Gather each line of the entries below that includes "SALVADOR".

Dataset extract:

+ + + +

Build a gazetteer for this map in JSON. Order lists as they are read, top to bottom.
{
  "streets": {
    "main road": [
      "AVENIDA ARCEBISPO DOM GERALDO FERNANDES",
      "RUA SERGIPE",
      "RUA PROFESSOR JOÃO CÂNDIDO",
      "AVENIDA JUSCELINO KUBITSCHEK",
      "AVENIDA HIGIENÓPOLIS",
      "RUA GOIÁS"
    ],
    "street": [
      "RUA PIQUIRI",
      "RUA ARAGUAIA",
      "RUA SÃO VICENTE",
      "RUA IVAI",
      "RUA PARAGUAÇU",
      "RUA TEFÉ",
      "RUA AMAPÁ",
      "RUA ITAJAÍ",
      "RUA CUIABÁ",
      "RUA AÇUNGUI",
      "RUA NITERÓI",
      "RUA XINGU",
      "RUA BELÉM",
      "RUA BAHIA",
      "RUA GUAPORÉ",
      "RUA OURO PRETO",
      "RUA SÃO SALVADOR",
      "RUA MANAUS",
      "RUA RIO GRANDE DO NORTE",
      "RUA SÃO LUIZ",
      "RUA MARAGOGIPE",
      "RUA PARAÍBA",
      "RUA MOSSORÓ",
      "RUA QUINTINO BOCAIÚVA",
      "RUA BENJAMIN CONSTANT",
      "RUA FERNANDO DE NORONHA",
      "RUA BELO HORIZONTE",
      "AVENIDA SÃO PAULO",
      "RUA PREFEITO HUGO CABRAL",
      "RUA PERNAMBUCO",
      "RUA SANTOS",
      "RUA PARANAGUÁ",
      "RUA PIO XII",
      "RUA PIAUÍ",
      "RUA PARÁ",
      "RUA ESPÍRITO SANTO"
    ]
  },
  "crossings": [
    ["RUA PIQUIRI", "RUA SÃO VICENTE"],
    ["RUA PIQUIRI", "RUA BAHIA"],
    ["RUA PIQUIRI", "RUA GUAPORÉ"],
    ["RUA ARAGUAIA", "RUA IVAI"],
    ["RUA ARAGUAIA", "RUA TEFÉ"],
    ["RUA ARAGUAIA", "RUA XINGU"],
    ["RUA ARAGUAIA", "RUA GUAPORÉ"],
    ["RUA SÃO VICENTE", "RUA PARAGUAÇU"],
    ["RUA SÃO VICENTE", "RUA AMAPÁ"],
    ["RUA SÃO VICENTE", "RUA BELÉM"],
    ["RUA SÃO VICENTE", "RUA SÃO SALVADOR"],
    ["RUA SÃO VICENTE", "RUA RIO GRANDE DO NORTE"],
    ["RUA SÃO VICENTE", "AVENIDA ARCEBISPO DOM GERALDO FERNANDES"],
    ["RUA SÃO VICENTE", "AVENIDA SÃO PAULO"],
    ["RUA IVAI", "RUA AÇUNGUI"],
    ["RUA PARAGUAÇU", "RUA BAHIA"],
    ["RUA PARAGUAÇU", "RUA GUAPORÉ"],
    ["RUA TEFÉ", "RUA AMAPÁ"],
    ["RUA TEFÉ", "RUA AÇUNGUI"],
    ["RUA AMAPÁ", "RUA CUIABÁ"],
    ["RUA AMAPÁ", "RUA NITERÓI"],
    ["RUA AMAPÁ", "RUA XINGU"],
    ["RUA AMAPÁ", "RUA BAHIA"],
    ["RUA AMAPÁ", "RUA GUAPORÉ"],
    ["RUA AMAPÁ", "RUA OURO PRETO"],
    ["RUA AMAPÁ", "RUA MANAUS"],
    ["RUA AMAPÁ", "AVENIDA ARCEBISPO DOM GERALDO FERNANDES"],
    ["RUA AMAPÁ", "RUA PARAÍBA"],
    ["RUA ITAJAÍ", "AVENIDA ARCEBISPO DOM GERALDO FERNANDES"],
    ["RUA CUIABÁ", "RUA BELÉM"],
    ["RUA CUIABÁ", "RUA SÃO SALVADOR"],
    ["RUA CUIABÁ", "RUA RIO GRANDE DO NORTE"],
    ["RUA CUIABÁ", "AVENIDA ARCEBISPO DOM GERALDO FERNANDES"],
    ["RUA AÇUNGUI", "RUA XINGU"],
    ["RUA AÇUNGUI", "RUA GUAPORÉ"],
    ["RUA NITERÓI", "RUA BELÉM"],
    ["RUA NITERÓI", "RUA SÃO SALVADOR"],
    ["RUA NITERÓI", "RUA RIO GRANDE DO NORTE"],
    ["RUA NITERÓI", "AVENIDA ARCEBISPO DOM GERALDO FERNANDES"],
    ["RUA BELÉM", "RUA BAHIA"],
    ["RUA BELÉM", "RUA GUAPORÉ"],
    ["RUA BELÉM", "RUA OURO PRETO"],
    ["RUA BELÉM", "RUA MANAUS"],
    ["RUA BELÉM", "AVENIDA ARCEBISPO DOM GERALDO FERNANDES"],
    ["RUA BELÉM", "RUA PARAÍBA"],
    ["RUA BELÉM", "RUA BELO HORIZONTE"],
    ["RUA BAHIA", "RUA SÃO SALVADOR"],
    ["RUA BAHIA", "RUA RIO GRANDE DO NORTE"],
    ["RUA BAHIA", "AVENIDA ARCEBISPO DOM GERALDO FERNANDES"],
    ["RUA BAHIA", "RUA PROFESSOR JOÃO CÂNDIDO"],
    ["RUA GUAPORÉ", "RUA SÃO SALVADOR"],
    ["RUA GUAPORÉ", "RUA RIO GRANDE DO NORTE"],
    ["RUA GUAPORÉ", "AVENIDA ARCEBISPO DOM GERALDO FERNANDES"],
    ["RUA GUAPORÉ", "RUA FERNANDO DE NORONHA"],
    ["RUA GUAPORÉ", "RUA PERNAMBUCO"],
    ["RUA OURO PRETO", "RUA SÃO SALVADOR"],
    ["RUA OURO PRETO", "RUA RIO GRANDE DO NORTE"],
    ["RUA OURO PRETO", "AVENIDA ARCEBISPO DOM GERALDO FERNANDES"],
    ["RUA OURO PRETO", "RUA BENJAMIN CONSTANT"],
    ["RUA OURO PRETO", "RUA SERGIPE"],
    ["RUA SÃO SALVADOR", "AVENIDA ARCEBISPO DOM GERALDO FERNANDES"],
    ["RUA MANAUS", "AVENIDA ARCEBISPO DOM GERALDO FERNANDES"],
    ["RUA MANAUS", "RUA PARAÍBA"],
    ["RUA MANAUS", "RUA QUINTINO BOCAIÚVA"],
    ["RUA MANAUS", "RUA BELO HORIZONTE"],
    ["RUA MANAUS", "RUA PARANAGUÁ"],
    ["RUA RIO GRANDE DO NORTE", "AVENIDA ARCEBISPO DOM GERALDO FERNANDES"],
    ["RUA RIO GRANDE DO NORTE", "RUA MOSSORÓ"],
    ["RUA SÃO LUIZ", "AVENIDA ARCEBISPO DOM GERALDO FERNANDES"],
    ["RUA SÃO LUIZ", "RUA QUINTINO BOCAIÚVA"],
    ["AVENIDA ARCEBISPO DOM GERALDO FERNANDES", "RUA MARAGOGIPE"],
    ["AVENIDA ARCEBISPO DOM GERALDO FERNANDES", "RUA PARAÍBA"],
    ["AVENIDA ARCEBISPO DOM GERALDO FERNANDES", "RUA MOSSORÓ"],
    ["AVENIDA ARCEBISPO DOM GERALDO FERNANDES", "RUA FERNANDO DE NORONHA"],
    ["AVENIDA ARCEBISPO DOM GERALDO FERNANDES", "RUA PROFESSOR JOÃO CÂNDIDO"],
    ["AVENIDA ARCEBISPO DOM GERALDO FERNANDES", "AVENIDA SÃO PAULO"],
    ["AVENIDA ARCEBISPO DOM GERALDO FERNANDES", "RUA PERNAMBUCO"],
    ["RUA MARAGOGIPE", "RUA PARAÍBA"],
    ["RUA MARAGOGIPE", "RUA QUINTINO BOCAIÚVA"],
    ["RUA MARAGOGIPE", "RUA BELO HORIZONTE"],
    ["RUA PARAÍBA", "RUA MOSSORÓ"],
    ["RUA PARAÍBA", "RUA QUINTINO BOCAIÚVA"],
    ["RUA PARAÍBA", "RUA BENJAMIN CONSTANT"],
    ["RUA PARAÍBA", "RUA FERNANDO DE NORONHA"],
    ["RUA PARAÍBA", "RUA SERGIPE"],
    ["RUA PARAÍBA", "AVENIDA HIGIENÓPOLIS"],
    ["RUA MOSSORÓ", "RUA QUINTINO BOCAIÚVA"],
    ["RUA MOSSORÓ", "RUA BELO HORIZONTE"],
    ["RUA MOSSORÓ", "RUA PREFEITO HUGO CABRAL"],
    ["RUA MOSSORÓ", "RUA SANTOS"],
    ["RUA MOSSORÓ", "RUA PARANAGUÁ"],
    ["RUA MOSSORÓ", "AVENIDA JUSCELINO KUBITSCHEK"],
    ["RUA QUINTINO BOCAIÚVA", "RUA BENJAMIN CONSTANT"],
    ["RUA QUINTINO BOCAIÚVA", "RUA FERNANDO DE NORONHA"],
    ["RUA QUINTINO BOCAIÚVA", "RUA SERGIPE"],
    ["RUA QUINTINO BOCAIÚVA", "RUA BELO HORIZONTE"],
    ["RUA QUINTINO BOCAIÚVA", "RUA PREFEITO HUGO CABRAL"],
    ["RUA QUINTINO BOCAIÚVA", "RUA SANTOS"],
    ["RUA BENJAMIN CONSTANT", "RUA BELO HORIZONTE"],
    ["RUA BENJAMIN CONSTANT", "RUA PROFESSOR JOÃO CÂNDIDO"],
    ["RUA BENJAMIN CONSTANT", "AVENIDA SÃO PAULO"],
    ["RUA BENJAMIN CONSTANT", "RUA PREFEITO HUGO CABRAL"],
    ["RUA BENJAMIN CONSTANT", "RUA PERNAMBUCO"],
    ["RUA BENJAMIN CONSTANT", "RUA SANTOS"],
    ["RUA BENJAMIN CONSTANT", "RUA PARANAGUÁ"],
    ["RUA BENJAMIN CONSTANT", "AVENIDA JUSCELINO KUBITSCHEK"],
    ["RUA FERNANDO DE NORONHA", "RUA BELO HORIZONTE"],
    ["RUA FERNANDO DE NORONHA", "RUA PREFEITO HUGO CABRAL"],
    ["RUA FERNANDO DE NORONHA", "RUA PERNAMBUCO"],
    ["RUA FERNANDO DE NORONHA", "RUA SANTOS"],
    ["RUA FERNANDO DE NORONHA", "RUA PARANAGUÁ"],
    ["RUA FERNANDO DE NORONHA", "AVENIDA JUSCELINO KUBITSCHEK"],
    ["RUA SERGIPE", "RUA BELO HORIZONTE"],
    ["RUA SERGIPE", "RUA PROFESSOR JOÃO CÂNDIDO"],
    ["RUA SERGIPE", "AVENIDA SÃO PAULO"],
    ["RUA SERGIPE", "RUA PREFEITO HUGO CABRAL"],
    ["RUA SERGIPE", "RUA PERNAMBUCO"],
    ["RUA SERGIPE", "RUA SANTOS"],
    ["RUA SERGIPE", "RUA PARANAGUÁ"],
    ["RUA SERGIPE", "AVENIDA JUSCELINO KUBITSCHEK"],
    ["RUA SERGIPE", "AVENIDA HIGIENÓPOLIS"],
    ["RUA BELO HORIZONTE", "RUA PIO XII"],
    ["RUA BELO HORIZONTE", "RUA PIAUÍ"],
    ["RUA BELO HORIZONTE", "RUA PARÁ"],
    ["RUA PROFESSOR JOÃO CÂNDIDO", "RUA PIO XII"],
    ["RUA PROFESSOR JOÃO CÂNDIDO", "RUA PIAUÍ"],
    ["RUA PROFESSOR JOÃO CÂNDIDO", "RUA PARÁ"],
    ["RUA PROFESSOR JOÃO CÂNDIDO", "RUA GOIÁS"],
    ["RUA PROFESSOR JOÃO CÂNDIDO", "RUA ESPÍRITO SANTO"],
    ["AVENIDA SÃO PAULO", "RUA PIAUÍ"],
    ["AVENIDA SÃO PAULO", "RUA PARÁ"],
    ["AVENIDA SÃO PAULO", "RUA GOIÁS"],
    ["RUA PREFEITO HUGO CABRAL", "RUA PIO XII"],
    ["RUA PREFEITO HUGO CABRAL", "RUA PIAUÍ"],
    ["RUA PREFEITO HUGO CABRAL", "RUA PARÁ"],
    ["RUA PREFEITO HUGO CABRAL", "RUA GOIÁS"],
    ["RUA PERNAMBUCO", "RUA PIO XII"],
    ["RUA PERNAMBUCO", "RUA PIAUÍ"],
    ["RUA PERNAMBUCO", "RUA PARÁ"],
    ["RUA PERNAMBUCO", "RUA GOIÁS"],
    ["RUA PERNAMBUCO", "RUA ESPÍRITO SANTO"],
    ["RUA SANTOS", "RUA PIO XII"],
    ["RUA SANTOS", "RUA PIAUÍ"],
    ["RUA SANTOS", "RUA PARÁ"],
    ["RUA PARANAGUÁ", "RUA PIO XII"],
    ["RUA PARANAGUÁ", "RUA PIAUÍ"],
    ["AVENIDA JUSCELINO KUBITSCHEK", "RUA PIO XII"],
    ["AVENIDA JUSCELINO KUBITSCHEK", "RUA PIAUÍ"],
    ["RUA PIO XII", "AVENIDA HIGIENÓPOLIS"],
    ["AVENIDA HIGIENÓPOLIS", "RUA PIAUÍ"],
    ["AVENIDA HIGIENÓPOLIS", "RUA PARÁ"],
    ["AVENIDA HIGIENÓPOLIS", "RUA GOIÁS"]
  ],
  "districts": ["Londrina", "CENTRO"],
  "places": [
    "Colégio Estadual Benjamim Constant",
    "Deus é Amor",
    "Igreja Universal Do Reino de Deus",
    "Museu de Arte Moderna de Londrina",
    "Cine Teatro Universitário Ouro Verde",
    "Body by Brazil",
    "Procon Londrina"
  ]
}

+ + + +

Reply:
      "RUA SÃO SALVADOR",
    ["RUA SÃO VICENTE", "RUA SÃO SALVADOR"],
    ["RUA CUIABÁ", "RUA SÃO SALVADOR"],
    ["RUA NITERÓI", "RUA SÃO SALVADOR"],
    ["RUA BAHIA", "RUA SÃO SALVADOR"],
    ["RUA GUAPORÉ", "RUA SÃO SALVADOR"],
    ["RUA OURO PRETO", "RUA SÃO SALVADOR"],
    ["RUA SÃO SALVADOR", "AVENIDA ARCEBISPO DOM GERALDO FERNANDES"],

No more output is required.